=== Begin Enclosure ===
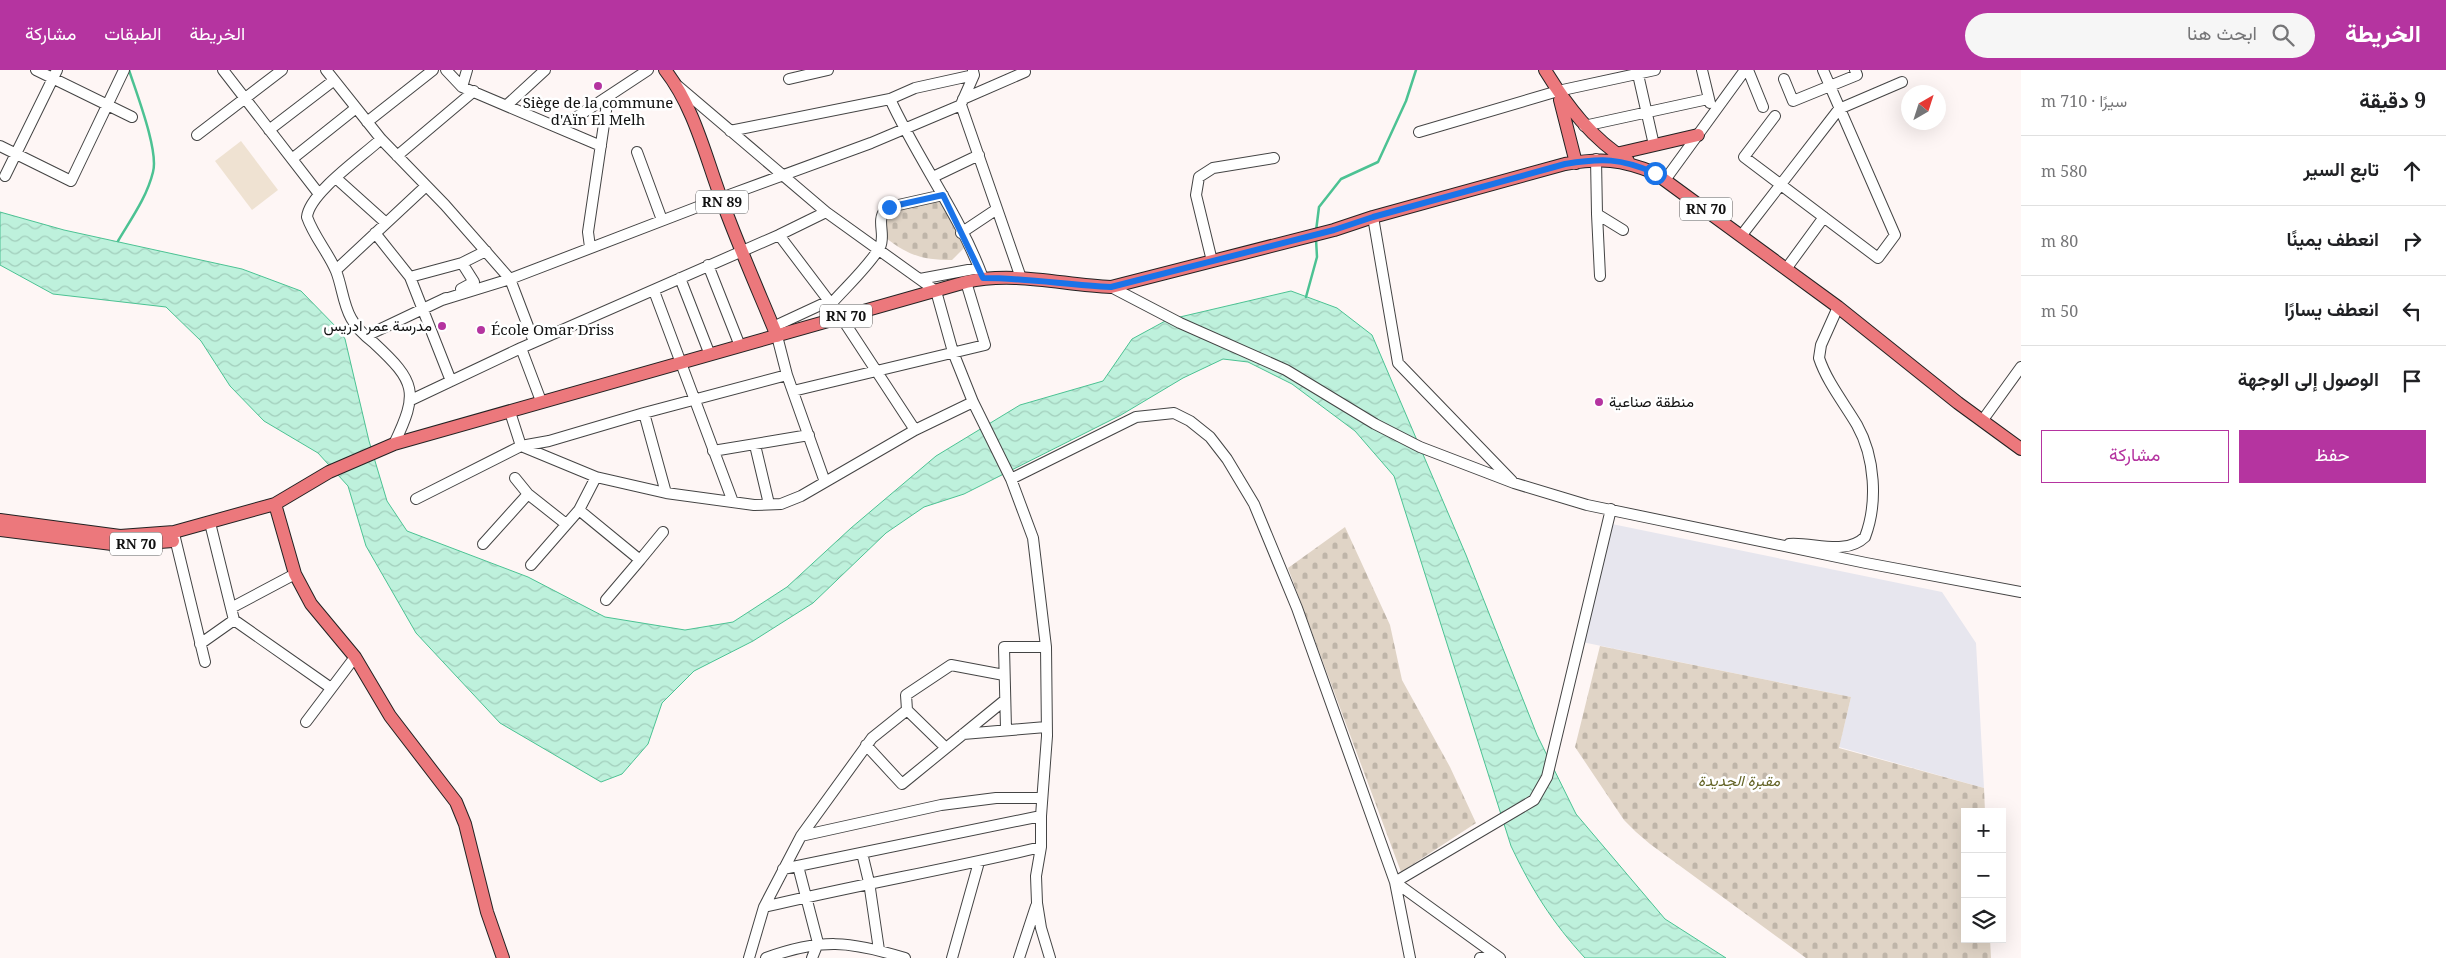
<!DOCTYPE html>
<html lang="ar">
<meta charset="utf-8">
<style>
:root{--surface:#fff;--page:#f6f6f6;--text:#202124;--muted:#757577;--line:#e0e0e0;--accent:#b534a0}
body{margin:0;font-family:"Noto Serif",Vazirmatn,serif;background:var(--page);color:var(--text);direction:rtl}
.controls{position:absolute;right:15px;bottom:15px;display:grid;overflow:hidden;border-radius:0px;box-shadow:0 5px 20px #0002}
.controls button{width:45px;height:45px;display:grid;place-items:center;padding:0;border:0;border-bottom:1px solid var(--line);background:var(--surface);color:var(--text);font:25px sans-serif}
.compass{position:absolute;left:1901px;top:15px;width:45px;height:45px;border-radius:50%;background:var(--surface);box-shadow:0 5px 20px #0002;rotate:39deg}
.stop{position:absolute;width:15px;height:15px;margin:-11px;border:4px solid #1a73e8;border-radius:50%;background:#fff}
.stop.end{background:#1a73e8;border-color:#fff;box-shadow:0 1px 5px #0008}
.list{margin:0;padding:0;list-style:none}
h2{display:flex;justify-content:space-between;align-items:center;height:65px;margin:0;padding:0 20px;font-size:21px}
h2 small{font-size:16px;font-weight:400;color:var(--muted)}
.list li{display:grid;grid-template-columns:32px 1fr auto;gap:15px;align-items:center;box-sizing:border-box;height:70px;padding:0 20px;border-top:1px solid var(--line)}
.list b{display:block;font-size:19px;white-space:nowrap}
.list em{font-size:16px;font-style:normal;color:var(--muted)}
.actions{display:flex;gap:10px;padding:15px 20px}
.actions a{flex:1;padding:11px 0;border:1px solid var(--accent);border-radius:0px;text-align:center;font-size:18px;color:var(--accent)}
.actions .main{background:var(--accent);color:#fff}
.icon{flex:none;width:28px;height:28px;fill:none;stroke:currentColor;stroke-width:2;stroke-linecap:round;stroke-linejoin:round}
.map{position:relative;flex:none;width:2021px;height:888px;overflow:hidden;direction:ltr}
header{display:flex;align-items:center;gap:30px;box-sizing:border-box;height:70px;padding:0 25px;background:var(--accent);color:#fff}
header strong{font-size:24px}
nav{display:flex;gap:28px;margin-inline-start:auto;font-size:18px}
.search{width:350px;height:45px;background:var(--page);display:flex;align-items:center;gap:12px;box-sizing:border-box;padding:0 18px;border-radius:28px;color:var(--muted);font-size:19px}
main{display:flex}
aside{flex:1;background:var(--surface)}
.map>svg:first-child{display:block}
</style>
<header>
<strong>الخريطة</strong>
<div class="search"><svg class="icon" aria-label="search" viewBox="0 0 24 24"><circle cx="10" cy="10" r="6"/><path d="M15 15l6 6"/></svg>ابحث هنا</div>
<nav><a>الخريطة</a><a>الطبقات</a><a>مشاركة</a></nav>
</header>
<main>
<aside>
<h2>9 دقيقة<small>سيرًا · 710 m</small></h2>
<ul class="list">
<li><svg class="icon" aria-label="ahead" viewBox="0 0 24 24"><path d="M12 20V5M6 11l6-6 6 6"/></svg><div><b>تابع السير</b></div><em>580 m</em></li>
<li><svg class="icon" aria-label="right" viewBox="0 0 24 24"><path d="M7 20v-9h11M14 6l5 5-5 5"/></svg><div><b>انعطف يمينًا</b></div><em>80 m</em></li>
<li><svg class="icon" aria-label="left" viewBox="0 0 24 24"><path d="M17 20v-9H6M10 6l-5 5 5 5"/></svg><div><b>انعطف يسارًا</b></div><em>50 m</em></li>
<li><svg class="icon" aria-label="arrive" viewBox="0 0 24 24"><path d="M6 21V4h12l-3 4 3 4H6"/></svg><div><b>الوصول إلى الوجهة</b></div></li>
</ul>
<div class="actions"><a class="main">حفظ</a><a>مشاركة</a></div>
</aside>
<div class="map">
<svg width="2021" height="888" viewBox="0 0 2021 888">
<defs>
<pattern id="cemetery-stones" width="16" height="16" patternUnits="userSpaceOnUse" patternTransform="scale(1.25)"><rect width="16" height="16" fill="#e0d4c6"/><path d="M2 7V4a2 2 0 0 1 4 0v3zM10 15v-3a2 2 0 0 1 4 0v3z" fill="#bfb5a9"/></pattern>
<pattern id="water-waves" width="16" height="10" patternUnits="userSpaceOnUse" patternTransform="scale(1.25)"><rect width="16" height="10" fill="#bef1dc"/><path d="M0 5q4-4 8 0t8 0" fill="none" stroke="#a2cebc"/></pattern>
</defs>
<rect width="100%" height="100%" fill="#fef6f5"/>
<path fill="#e7e6ee" d="M1612,454L1942,522L1976,573L1984,718L1839,677L1851,627L1582,572Z"/>
<path fill="url(#cemetery-stones)" d="M940,129L964,178L952,190C924,190 909,186 886,168L884,147L888,140Z
M1345,457L1390,555L1402,610L1450,697L1476,753L1401,802L1288,498Z
M1600,576L1851,627L1839,678L1984,718L1985,742H1965V869H1990L1991,888H1806L1650,774L1636,762L1624,750L1575,677Z"/>
<path fill="#efe2d2" d="M241,71L278,120L252,140L215,91Z"/>
<path fill="url(#water-waves)" stroke="#4cc293" d="M0,142L64,160L242,199L301,221L340,261L345,269L369,371L387,431L407,461L528,507L605,547L685,560L733,552L787,517L851,458L936,386L1020,335L1103,311L1132,269L1167,250L1291,221L1337,238L1372,265L1466,485L1537,665L1576,744L1665,849L1726,888H1585C1552,852 1532,820 1511,776L1394,406L1355,361L1292,314L1248,292L1223,289L1183,308L1121,345L964,424L924,437L886,463L813,533L753,571L694,601L662,633L648,674L622,704L601,712L500,653L416,563L366,476L348,416L318,383L264,351L230,316L201,271L166,237L53,224L0,195Z"/>
<g fill="none" stroke-linecap="round" stroke-linejoin="round">
<path stroke="#4cc293" stroke-width="2.5" d="M1316,161L1319,137L1341,109L1378,92L1406,31L1416,0
M118,171C131,149 147,127 153,102C159,81 136,22 129,0
M1306,227L1317,187L1316,169"/>
<g stroke="#444" stroke-width="12">
<path id="minor" d="M36,0L132,47
M223,0L319,124
M326,0L381,69L445,135L510,209L534,272
M446,0L462,17L601,76
M1637,0L1654,75
M1702,0L1710,33
M1748,0L1763,37
M789,9L828,0
M1784,9L1793,31L1857,5L1855,0
M678,16L826,142L936,221L953,282L973,332L1011,409L1033,468L1046,577L1047,666L1041,746V777L1036,806L1037,833L1041,858L1050,888
M462,17L467,0
M890,29C918,90 960,145 983,208
M963,29L1025,2
M962,32L974,5L973,1
M507,35L545,0
M1775,46L1744,87L1878,188L1895,165L1823,0
M367,52L433,0
M1584,56L1708,29
M560,58L648,0
M269,60L333,11
M730,61L890,29L915,18L974,5
M1419,62L1558,21L1655,0
M197,65L282,0
M381,69C363,86 309,123 307,147C314,167 328,182 336,201C342,216 343,234 351,248C356,258 365,266 374,273C416,312 419,322 394,374
M0,76L71,111L124,0
M637,82L662,150
M397,86L474,21
M292,89L356,38
M1596,89L1597,144L1623,160
M5,106L57,0
M933,107L979,85
M337,109L386,153
M1665,110L1745,0
M1597,144L1600,206
M1373,147L1398,293L1512,411
M375,163L410,207L451,311
M961,163L997,139
M779,165L841,247L915,360
M1741,166L1839,39L1902,12
M590,177L588,162L608,27
M1212,191L1196,125L1199,107L1213,98L1274,88
M708,195L740,276
M1786,199L1824,147
M336,200L426,116
M410,207L462,193
M680,208L710,285
M920,209L979,198
M1111,217L1180,253L1286,300L1375,354L1420,377L1514,413L1587,435L1866,493L2021,522
M461,219L474,212L462,193L486,181
M654,221L733,432
M442,230L510,209L721,128L871,73L961,35L1021,208
M831,234C846,217 869,196 880,177C886,165 876,151 885,140L894,136L943,125
M773,257L829,231
M366,266L446,228
M777,266L787,305L825,412
M521,278L541,331
M793,321L985,275L966,212
M411,330L521,278L779,165L826,142
M510,342L521,376L596,407L666,423L754,435L781,434L801,426L915,360L973,332
M644,343L666,423
M1982,351L2021,297
M755,375L769,434
M713,381L809,365
M515,408L528,424L566,454
M1011,409L1136,347L1174,343L1190,351L1210,367L1227,389L1254,434L1297,538L1395,812L1410,888
M416,429L521,376L549,371L644,343L787,305
M579,440L640,490L663,462
M210,453L234,550L331,618
M174,464L205,592
M483,474L528,424
M1789,474C1814,472 1845,486 1865,467C1878,433 1875,387 1857,355C1844,333 1827,312 1819,288L1821,275L1838,237
M531,495L579,440L596,407
M606,530L640,490
M231,538L295,504
M200,574L234,550
M907,640L946,678
M306,652L355,587
M1006,659L1004,577H1046
M963,664L1046,657
M866,675L902,714L1005,630
M801,766L941,735L996,728H1042
M862,783L869,812L879,880
M798,796L818,873L812,888
M783,799L1041,746
M764,837C856,815 949,799 1041,777
M749,888L764,837L801,766L872,668L907,640L906,625L951,595L1004,605
M766,888C821,868 850,871 905,888
M952,888L979,792
M1019,888L1036,836
M1480,888L1495,886
M1500,888L1395,812L1534,730L1547,707L1611,439"/>
</g>
<g stroke="#222" stroke-width="14">
<path id="major" d="M665,0C694,37 705,85 721,128C738,175 758,220 777,266
M1545,0C1567,36 1592,69 1628,91
M1560,30L1576,93
M1616,84L1698,65
M275,434L295,504L311,534L355,587L390,646L456,732L465,754L487,842L503,888
M0,450L120,466L174,462L275,434L329,402L394,374L966,212C1014,201 1063,215 1111,217L1334,160L1373,147L1565,94C1602,88 1620,89 1655,103L1838,237L1958,333L2021,379
M0,460L120,475L173,471"/>
</g>
<use href="#minor" stroke="#fff" stroke-width="10"/>
<use href="#major" stroke="#ec787c" stroke-width="12"/>
</g>
<g fill="none" stroke-linecap="round" stroke-linejoin="round">
<path stroke="#1a73e8" stroke-width="6" d="M889,137L943,125L983,208C1026,208 1068,215 1111,217L1334,160L1373,147L1565,94C1602,88 1620,88 1655,103"/>
</g>
<g fill="#b534a0" stroke="#fff" stroke-width="2">
<circle cx="598" cy="16" r="5"/>
<circle cx="442" cy="256" r="5"/>
<circle cx="481" cy="260" r="5"/>
<circle cx="1599" cy="332" r="5"/>
</g>
<g text-anchor="middle" stroke-width="5" stroke-linejoin="round" paint-order="stroke">
<g fill="#fff" stroke="#585858" stroke-width="1">
<rect x="696" y="120.5" width="52" height="23" rx="4"/>
<rect x="1680" y="127.5" width="52" height="23" rx="4"/>
<rect x="820" y="234.5" width="52" height="23" rx="4"/>
<rect x="110" y="462.5" width="52" height="23" rx="4"/>
</g>
<g font-size="14" font-weight="bold" fill="#111">
<text x="722" y="137">RN 89</text>
<text x="1706" y="144">RN 70</text>
<text x="846" y="251">RN 70</text>
<text x="136" y="479">RN 70</text>
</g>
<g font-size="15" fill="#111" stroke="#fff" text-anchor="start">
<text x="598" y="38" text-anchor="middle">Siège de la commune<tspan x="598" dy="17">d'Aïn El Melh</tspan></text>
<text x="432" y="261" text-anchor="end">مدرسة عمر ادريس</text>
<text x="491" y="265">École Omar Driss</text>
<text x="1609" y="337">منطقة صناعية</text>
</g>
<g font-size="15" font-style="italic" fill="#646426" stroke="#fff">
<text x="1739" y="716">مقبرة الجديدة</text>
</g>
</g>
</svg>
<div class="controls">
<button>+</button>
<button>−</button>
<button><svg class="icon" aria-label="layers" viewBox="0 0 24 24"><path d="M12 4l9 5-9 5-9-5zM3 14l9 5 9-5"/></svg></button>
</div>
<svg class="compass" viewBox="-18 -18 36 36"><path d="M0-13l5 13h-10z" fill="#e53935"/><path d="M0 13l5-13h-10z" fill="#757577"/></svg>
<div class="stop" style="left:1655px;top:103px"></div>
<div class="stop end" style="left:889px;top:137px"></div>
</div>
</main>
=== End Enclosure ===
All lines above in which the word "linejoin" occurs should be identified and copied.

RESULT FOR THIS EXERCISE >>
.icon{flex:none;width:28px;height:28px;fill:none;stroke:currentColor;stroke-width:2;stroke-linecap:round;stroke-linejoin:round}
<g fill="none" stroke-linecap="round" stroke-linejoin="round">
<g fill="none" stroke-linecap="round" stroke-linejoin="round">
<g text-anchor="middle" stroke-width="5" stroke-linejoin="round" paint-order="stroke">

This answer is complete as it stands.